7 reasons for rejecting Data Scientist Job Applicants!
- Machine Learning “Skills” under Technical Skills: The moment you list all the machine learning algorithms in existence starting from linear regression to neural networks and for some reason you put LSTM and GRU in them, you may come off as some who is just trying to bypass the ATS system even though there isn’t enough proof that you know them. The way around this is to let your projects show what you are capable of instead of listing everything you know. As told by Richard Feynman, There's a big difference between knowing the name of something and knowing something.
- Kaggle Projects are your only projects: I am not going to bitch about this a lot given that this is the source of practice for people who don’t have/ aren’t pursuing a degree in data science. But we know how Kaggle works. I am not generalizing here, but there are three types of how people do approach Kaggle problems.
A. Let’s learn and do: These are the people who take the dataset and start to play around with it. Their main objective is to get a feel of how to solve data science problems. These people make up 20%.

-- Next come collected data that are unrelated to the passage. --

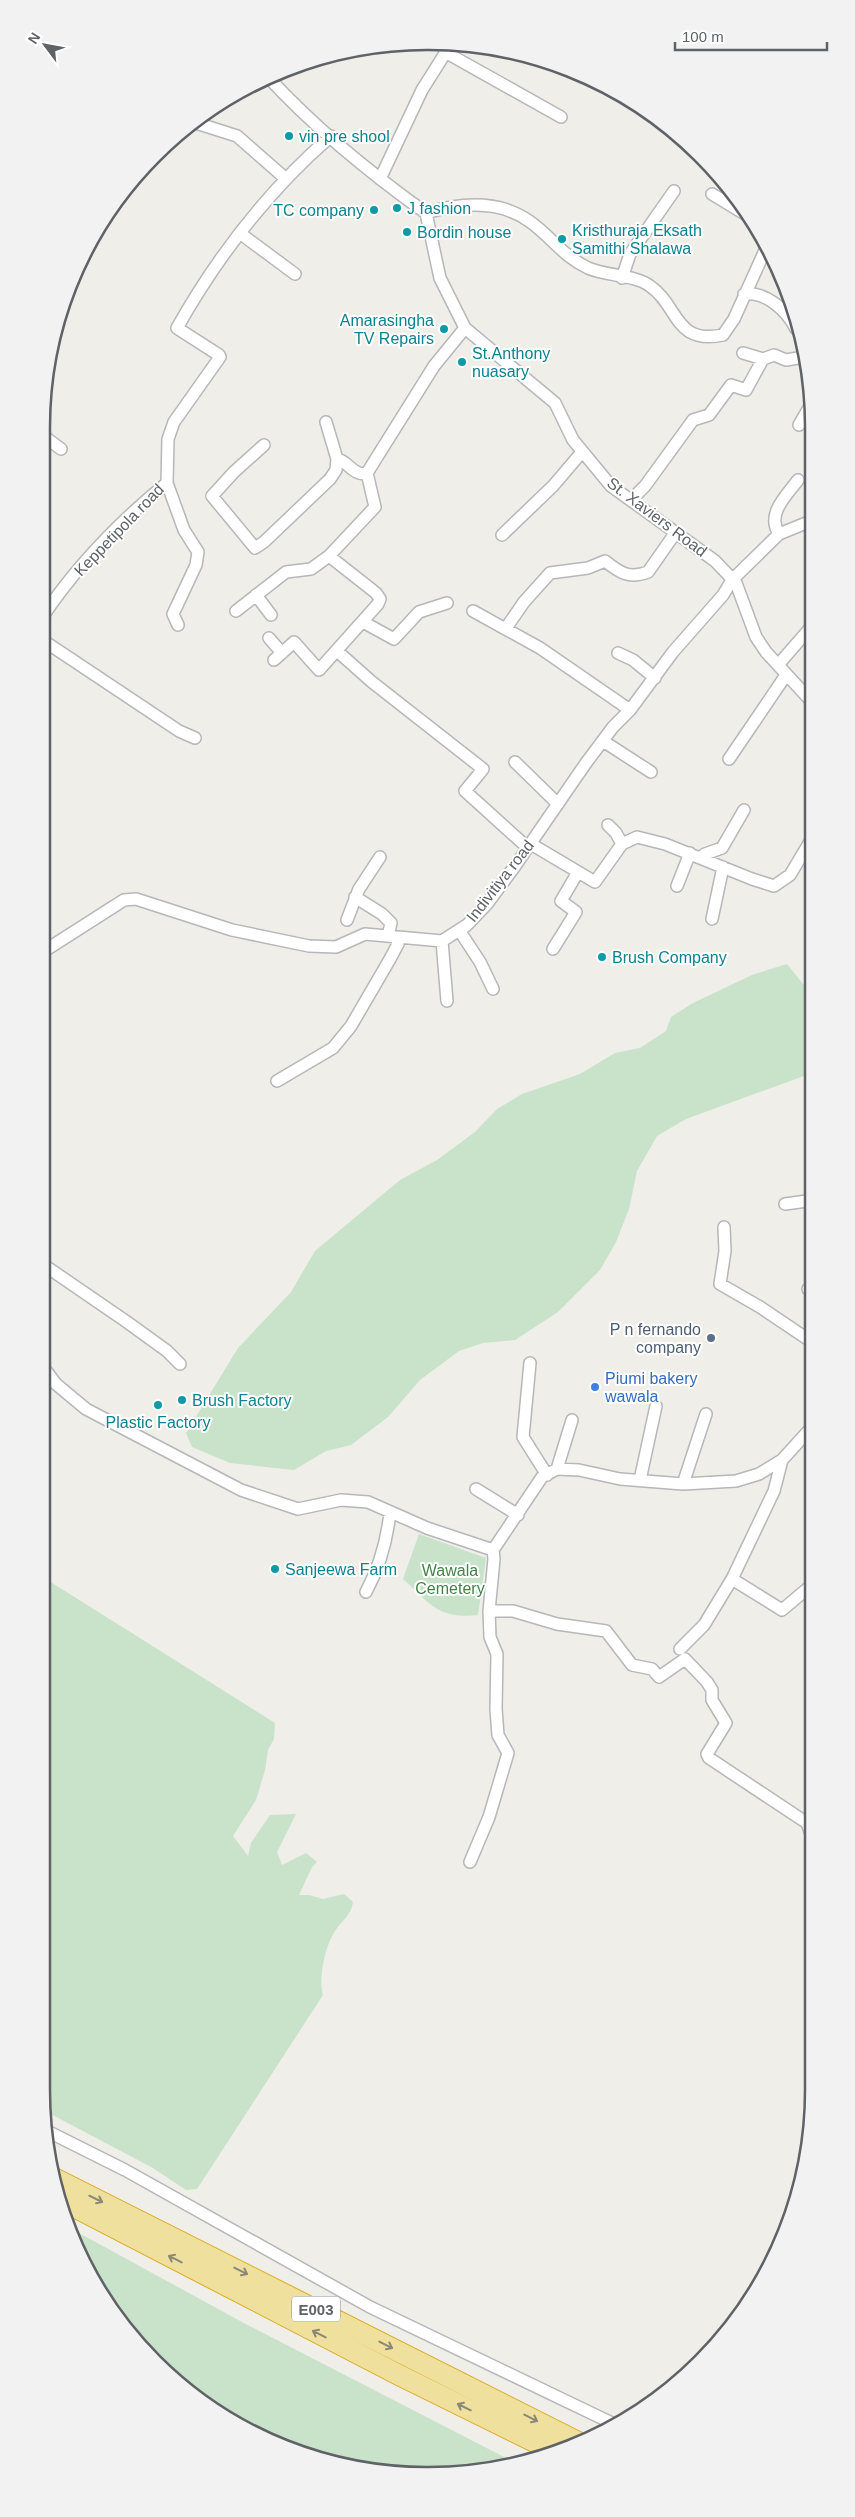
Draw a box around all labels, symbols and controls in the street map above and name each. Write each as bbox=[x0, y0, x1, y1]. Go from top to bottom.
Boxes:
north arrow bbox=[20, 20, 70, 70]
scale bar bbox=[675, 20, 828, 52]
text: 100 m bbox=[682, 28, 724, 45]
text: N bbox=[25, 30, 43, 47]
place label: vin pre shool bbox=[299, 128, 390, 145]
marker: vin pre shool bbox=[283, 130, 295, 142]
place label: J fashion bbox=[407, 200, 471, 217]
place label: TC company bbox=[273, 202, 364, 219]
marker: J fashion bbox=[391, 202, 403, 214]
marker: TC company bbox=[368, 204, 380, 216]
place label: Kristhuraja Eksath Samithi Shalawa bbox=[572, 222, 702, 257]
place label: Bordin house bbox=[417, 224, 511, 241]
marker: Bordin house bbox=[401, 226, 413, 238]
marker: Kristhuraja Eksath Samithi Shalawa bbox=[556, 233, 568, 245]
place label: Amarasingha TV Repairs bbox=[340, 312, 434, 347]
marker: Amarasingha TV Repairs bbox=[438, 323, 450, 335]
place label: St.Anthony nuasary bbox=[472, 345, 550, 380]
marker: St.Anthony nuasary bbox=[456, 356, 468, 368]
street label: St. Xaviers Road bbox=[604, 474, 710, 560]
street label: Keppetipola road bbox=[71, 481, 167, 579]
street label: Indivitiya road bbox=[463, 837, 537, 925]
place label: Brush Company bbox=[612, 949, 727, 966]
marker: Brush Company bbox=[596, 951, 608, 963]
place label: P n fernando company bbox=[610, 1321, 701, 1356]
marker: P n fernando company bbox=[705, 1332, 717, 1344]
place label: Piumi bakery wawala bbox=[604, 1370, 697, 1405]
marker: Piumi bakery wawala bbox=[589, 1381, 601, 1393]
place label: Brush Factory bbox=[192, 1392, 292, 1409]
marker: Brush Factory bbox=[176, 1394, 188, 1406]
marker: Plastic Factory bbox=[152, 1399, 164, 1411]
place label: Plastic Factory bbox=[106, 1414, 210, 1431]
place label: Sanjeewa Farm bbox=[285, 1561, 397, 1578]
park label: Wawala Cemetery bbox=[415, 1562, 485, 1597]
marker: Sanjeewa Farm bbox=[269, 1563, 281, 1575]
one-way arrow bbox=[88, 2195, 103, 2204]
one-way arrow bbox=[167, 2254, 182, 2264]
one-way arrow bbox=[233, 2267, 248, 2277]
road number: E003 bbox=[292, 2296, 340, 2322]
one-way arrow bbox=[312, 2329, 327, 2338]
one-way arrow bbox=[378, 2341, 393, 2350]
one-way arrow bbox=[457, 2402, 472, 2411]
one-way arrow bbox=[523, 2414, 538, 2423]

B. Ummm…that’s how Kaggle works I guess: These people are amazing. I was one of them at first. I wanted to get into machine learning so badly a few years back that I registered in a Kaggle competition, downloaded the dataset, and applied logistic regression. The only things I imported were scikit-learn and numpy and I didn’t even look at the data much. I got results for logistic regression and I was placed somewhere on the leader-board. Then I tried SVM, got better results. Then I tried neural networks and just started manipulating hyper-parameters until the results improved……..and I got bored after a while. This is a terrible way to do data science, or anything.
C.Let’s change the……..kernel: The main objective of these people is to showcase their position on their resume as a Kaggle leader-board leader. They take someone else’s kernel, do some changes (mostly racking up the number of hidden units or adding hidden layers, etc.) and make sure they get a score just about right to land them in the top 5–10% percentile range. Then they list is this as their top headliner project. That tells one of two things - i) You are good at solving problems, but you may never have had an experience in solving or creating a new data science problem, or ii) You are utterly bullshitting by changing the someone’s kernel.
D. So the final point is it is okay to list Kaggle projects on your resume. But make sure that it is something that you did from the scratch and you are able to defend any types on questions regarding that or make a separate section on your resume on the side just dedicating to Kaggle projects.
- Let’s make a big deal out of everything: When you are graduate school, if you make the right choices in your course selection, you get to do good assignments that will help you understand smaller things. A simple homework question would be something like visualizing word embeddings using PCA/T-SNE. It is good that you know how to do it, but if you blabber on your resume like you created some in the range of Tensorflow’s embedding projector, you are kidding yourself. It is good to know that you know how to do ICA (Independent Component Analysis), but you don’t have write it in a way that makes you look like you solved a source separation problem.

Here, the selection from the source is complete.